++++ EXCERPTED DATA ++++
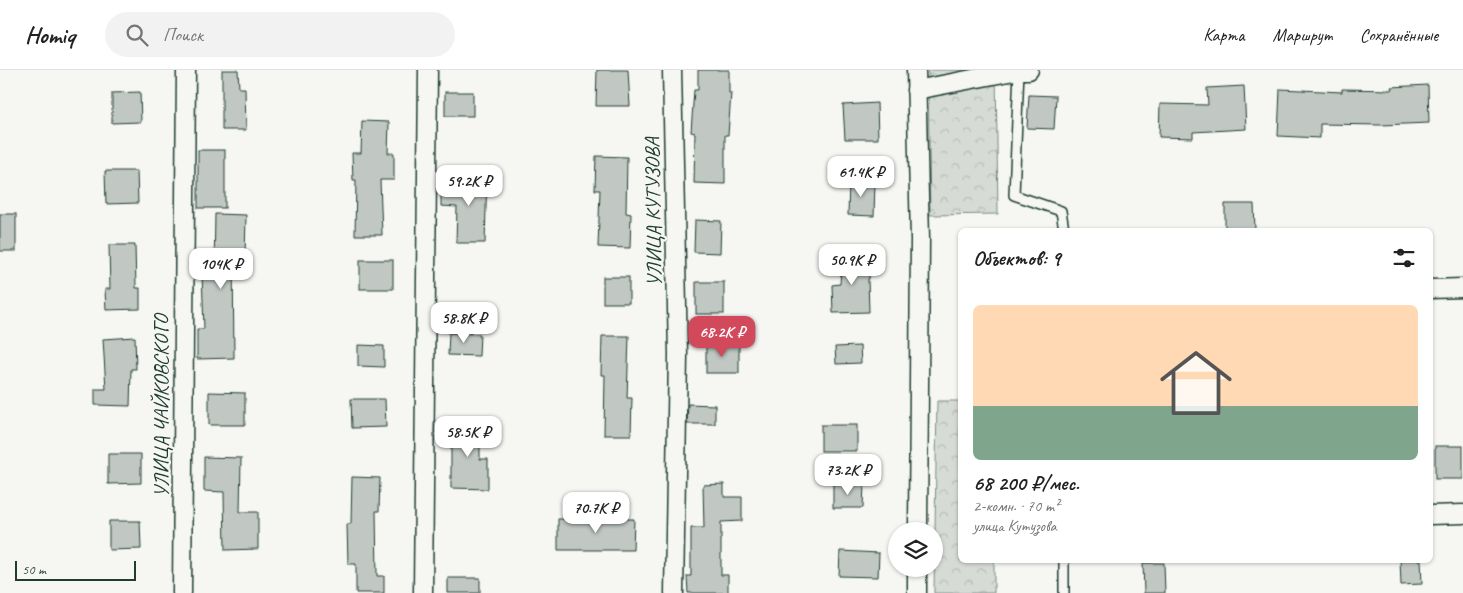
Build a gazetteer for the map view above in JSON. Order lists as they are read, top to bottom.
{
  "streets": {
    "street": ["УЛИЦА КУТУЗОВА", "УЛИЦА ЧАЙКОВСКОГО"]
  },
  "scale_bar": "50 m",
  "page": {
    "header": "Homiq",
    "search": "Поиск",
    "nav": ["Карта", "Маршрут", "Сохранённые"],
    "price": [
      "61.4K ₽",
      "59.2K ₽",
      "50.9K ₽",
      "104K ₽",
      "58.8K ₽",
      "68.2K ₽",
      "58.5K ₽",
      "73.2K ₽",
      "70.7K ₽"
    ],
    "heading": "Объектов: 9",
    "list": [
      {
        "name": "68 200 ₽/мес.",
        "note": "2-комн. · 70 m² · улица Кутузова"
      }
    ],
    "scale": "50 m"
  }
}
++++
YOUR ASSIGNMENT:
The records above need to be copied exactly, though not their pictures.

ANSWER BOX:
Build a gazetteer for the map view above in JSON. Order lists as they are read, top to bottom.
{
  "streets": {
    "street": ["УЛИЦА КУТУЗОВА", "УЛИЦА ЧАЙКОВСКОГО"]
  },
  "scale_bar": "50 m",
  "page": {
    "header": "Homiq",
    "search": "Поиск",
    "nav": ["Карта", "Маршрут", "Сохранённые"],
    "price": [
      "61.4K ₽",
      "59.2K ₽",
      "50.9K ₽",
      "104K ₽",
      "58.8K ₽",
      "68.2K ₽",
      "58.5K ₽",
      "73.2K ₽",
      "70.7K ₽"
    ],
    "heading": "Объектов: 9",
    "list": [
      {
        "name": "68 200 ₽/мес.",
        "note": "2-комн. · 70 m² · улица Кутузова"
      }
    ],
    "scale": "50 m"
  }
}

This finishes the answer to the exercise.